FM | En el texto que escribiste para
el libro Los años de la fiebre, preparado por Ulises Estrella
en 2005, hablas que “fue una de nuestras equivocaciones sin duda deliberada: la
de no reconocer legado alguno a nuestros mayores”. Por supuesto esto no es el carácter
de las vanguardias, sino la afirmación de un nuevo tiempo, nueva manera de mirar
las cosas, etc. Pero lo que pasó en Ecuador es lo mismo que ha pasado en Brasil
en todos sus puntos poco nostálgicos de las vanguardias, o sea, siempre cegamos
los ojos al pasado, como si el mundo naciera virgen a partir de nosotros. Fue así
con la Semana de Arte Moderno, el Concretismo y todo eso ha creado cierto carácter seudo-iconoclasta de una tradición que cree en sí
misma como la negación del tiempo pasado. ¿Cuál la lectura hoy de ese tema?– lo
que incluye también mi curiosidad por lo que consideras esencial en la tradición
literaria de tu país.
FP | Es muy importante y pertinente
tu interrogante, digamos, tu curiosidad. En Ecuador hablamos de tradición y ruptura
al momento de conceptuar procesos como el que ocupa la atención de esta charla:
el tzantzismo, las vanguardias de los años sesenta. Dijimos en efecto que “no teníamos
nada que agradecer a nuestros padres”. Esta proclama tenía que ver con lo que tú
señalas: emprender una nueva literatura, desprendida de todo aquello que, de cara
a lo que nos planteaban las nuevas realidades de los sesenta, tornaban retóricas
y anacrónicas las fórmulas del realismo social naturalista de los años treinta (la
generación que nos antecedía). Sin embargo, al mismo tiempo, no podíamos dejar de
reconocer lo que implicó la emergencia de la llamada generación del 30 en nuestro
devenir histórico cultural. Esa generación dejó de tener los ojos puestos en Europa,
como lo habían hecho sus predecesores románticos y modernistas. Tomó de la tremenda
realidad social y del contorno geográfico inmediatos sus temas y preocupaciones.

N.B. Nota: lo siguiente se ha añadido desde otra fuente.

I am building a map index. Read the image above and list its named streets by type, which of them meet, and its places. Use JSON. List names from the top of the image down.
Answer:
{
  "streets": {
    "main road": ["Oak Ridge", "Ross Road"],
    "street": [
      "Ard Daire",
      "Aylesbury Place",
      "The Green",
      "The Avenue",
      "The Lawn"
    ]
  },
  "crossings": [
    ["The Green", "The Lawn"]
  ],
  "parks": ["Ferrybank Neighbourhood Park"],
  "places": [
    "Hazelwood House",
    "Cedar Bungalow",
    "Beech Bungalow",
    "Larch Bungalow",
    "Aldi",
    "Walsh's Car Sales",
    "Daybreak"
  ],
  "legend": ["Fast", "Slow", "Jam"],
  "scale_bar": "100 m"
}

Utilizó el lenguaje cotidiano y propio de esa realidad como instrumento literario.
Nacionalizó, diríamos, la literatura. Denunció las injusticias. Se solidarizó con
los sectores subalternos y quiso ser su portavoz. Ello lo reconocíamos, pero igual
nos insurreccionábamos. Tal vez, digo yo, porque si bien la generación del 30 fue
revolucionaria en sus contenidos, no lo fue en la forma; su lenguaje siguió signado
siempre por el positivismo. Y era necesario subvertir la sintaxis, tal como lo hicieron
las vanguardias artísticas en las primeras décadas del siglo XX.
Creo que allí radica el carácter
esencial de nuestra insurrección. La necesidad de subvertir la sintaxis positivista,
creo, nos volvió injustos frente a lo otro: el carácter profundamente renovador
de la generación que nos había antecedido.

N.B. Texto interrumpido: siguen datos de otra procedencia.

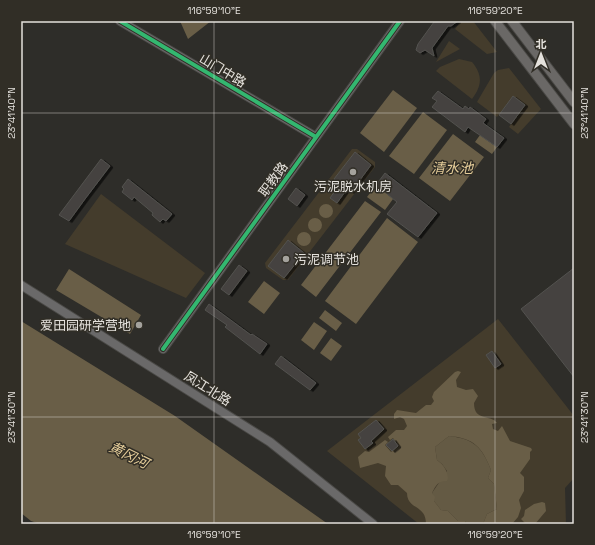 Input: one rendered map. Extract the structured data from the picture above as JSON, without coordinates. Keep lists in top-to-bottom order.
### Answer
{
  "streets": {
    "street": ["山门中路", "职教路", "凤江北路"]
  },
  "crossings": [
    ["山门中路", "职教路"]
  ],
  "water": ["清水池", "黄冈河"],
  "places": ["污泥脱水机房", "污泥调节池", "爱田园研学营地"],
  "north": "top",
  "coordinates": [
    "116°59'10\"E",
    "116°59'20\"E",
    "23°41'40\"N",
    "23°41'30\"N"
  ]
} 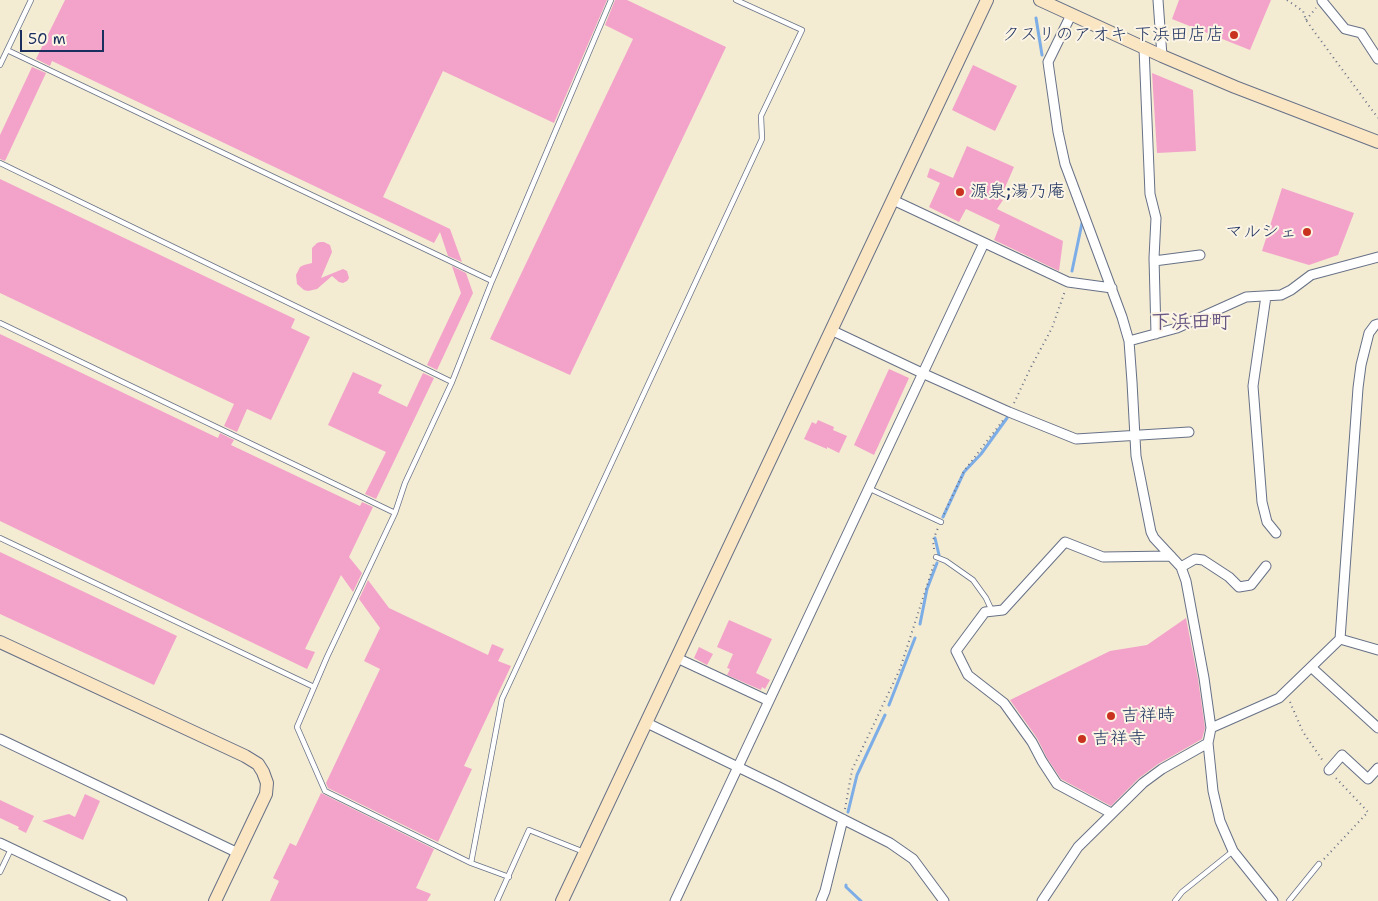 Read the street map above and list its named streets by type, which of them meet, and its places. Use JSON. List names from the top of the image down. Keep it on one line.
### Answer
{"districts":["下浜田町"],"places":["クスリのアオキ 下浜田店店","源泉;湯乃庵","マルシェ","吉祥時","吉祥寺"],"scale_bar":"50 m"} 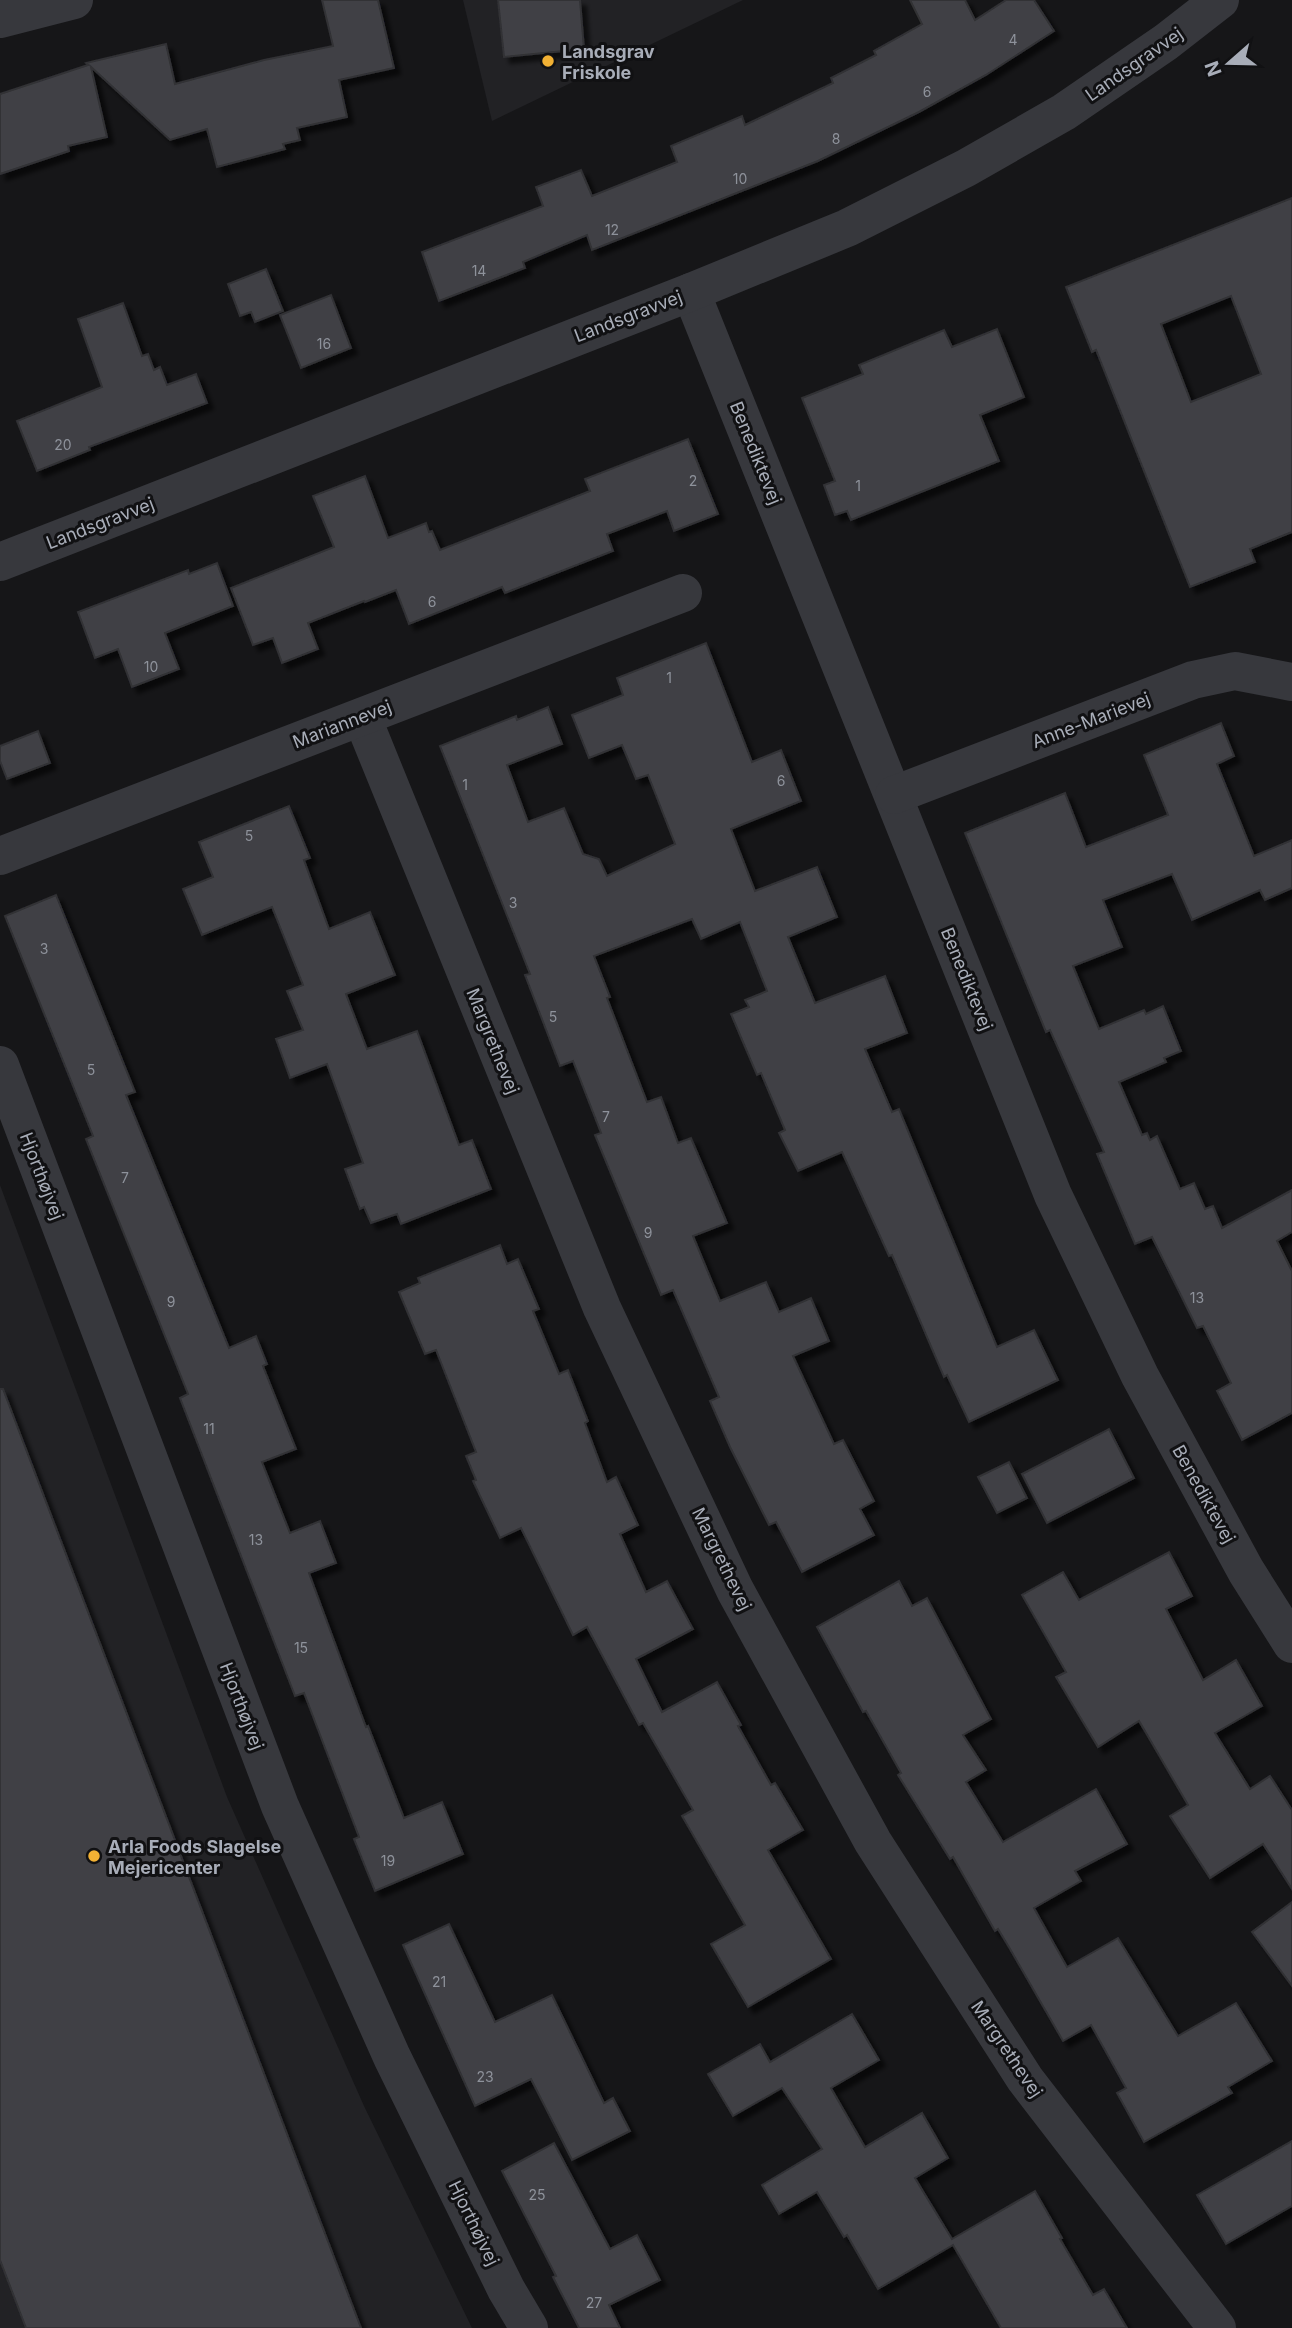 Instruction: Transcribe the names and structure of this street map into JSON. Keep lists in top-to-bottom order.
{
  "streets": {
    "street": [
      "Landsgravvej",
      "Benediktevej",
      "Anne-Marievej",
      "Mariannevej",
      "Margrethevej",
      "Hjorthøjvej"
    ]
  },
  "crossings": [
    ["Landsgravvej", "Benediktevej"],
    ["Benediktevej", "Anne-Marievej"],
    ["Mariannevej", "Margrethevej"]
  ],
  "places": ["Landsgrav Friskole", "Arla Foods Slagelse Mejericenter"],
  "house_numbers": [
    "4",
    "6",
    "8",
    "10",
    "12",
    "14",
    "16",
    "20",
    "2",
    "1",
    "6",
    "10",
    "1",
    "6",
    "1",
    "5",
    "3",
    "3",
    "5",
    "5",
    "7",
    "7",
    "9",
    "13",
    "9",
    "11",
    "13",
    "15",
    "19",
    "21",
    "23",
    "25",
    "27"
  ],
  "north": "left"
}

FM | Y la tradición literaria ecuatoriana,
querido, ¿cuáles los nombres, los temas, los aspectos que más consideras en tu propio
juicio estético?
FP | Depende de cómo se la ve desde
diversas perspectivas. Si se trata del ensayo, es decir, de una literatura política,
cuestionadora, directa, tendríamos que remontarnos a Eugenio Espejo, ensayista y
periodista, quien a fines del siglo XVIII puso en discusión el caduco orden colonial
y anticipó una nueva conciencia de nación y modernidad. Coetáneamente, también fue
importante en ese sentido el historiador Juan de Velasco, autor de la Historia del Reyno de Quito. En el siglo XIX, tenemos a un
polígrafo excepcional, por su militancia política liberal y su magistral uso del
lenguaje: Juan Montalvo. Esa tradición la retoman en el siglo XX varios pensadores
de trascendencia.
En la poesía, la vanguardia de
los años veinte rompe con el modernismo tardío que en el Ecuador tuvo por exponentes
a unos exquisitos poetas a los que se denominó “los decapitados” y propone tanto
una mirada a nuestra realidad propia, la americana, cuanto una sintaxis de carácter
antipositivista. Entre los poetas de esta vanguardia se destacan Jorge Carrera Andrade,
Gonzalo Escudero, Hugo Mayo, Alfredo Gangotena, y, un poco más tarde: Jorge Enrique
Adoum, Efraín Jara Idrobo, César Dávila Andrade, Francisco Granizo. En la narrativa,
lo que hemos mencionado: la generación del treinta, insurreccional en sus temas
(realismo de denuncia) y tradicional en su lenguaje, aunque sin duda a gran distancia
de los románticos que la preceden.
En esta generación, aparece un
escritor que se aparta del naturalismo y subvierte la escritura, acercándose a lo
que en la literatura rioplatense hacían Roberto Artl o Macedonio Fernández, a la
vez que centra su mirada en el fragmentario y laberíntico mundo de la ciudad. Ese
escritor se llama Pablo Palacio y quienes buscábamos una nueva manera de escribir
en los años sesenta y setenta lo hemos conceptuado como nuestro mayor antecedente.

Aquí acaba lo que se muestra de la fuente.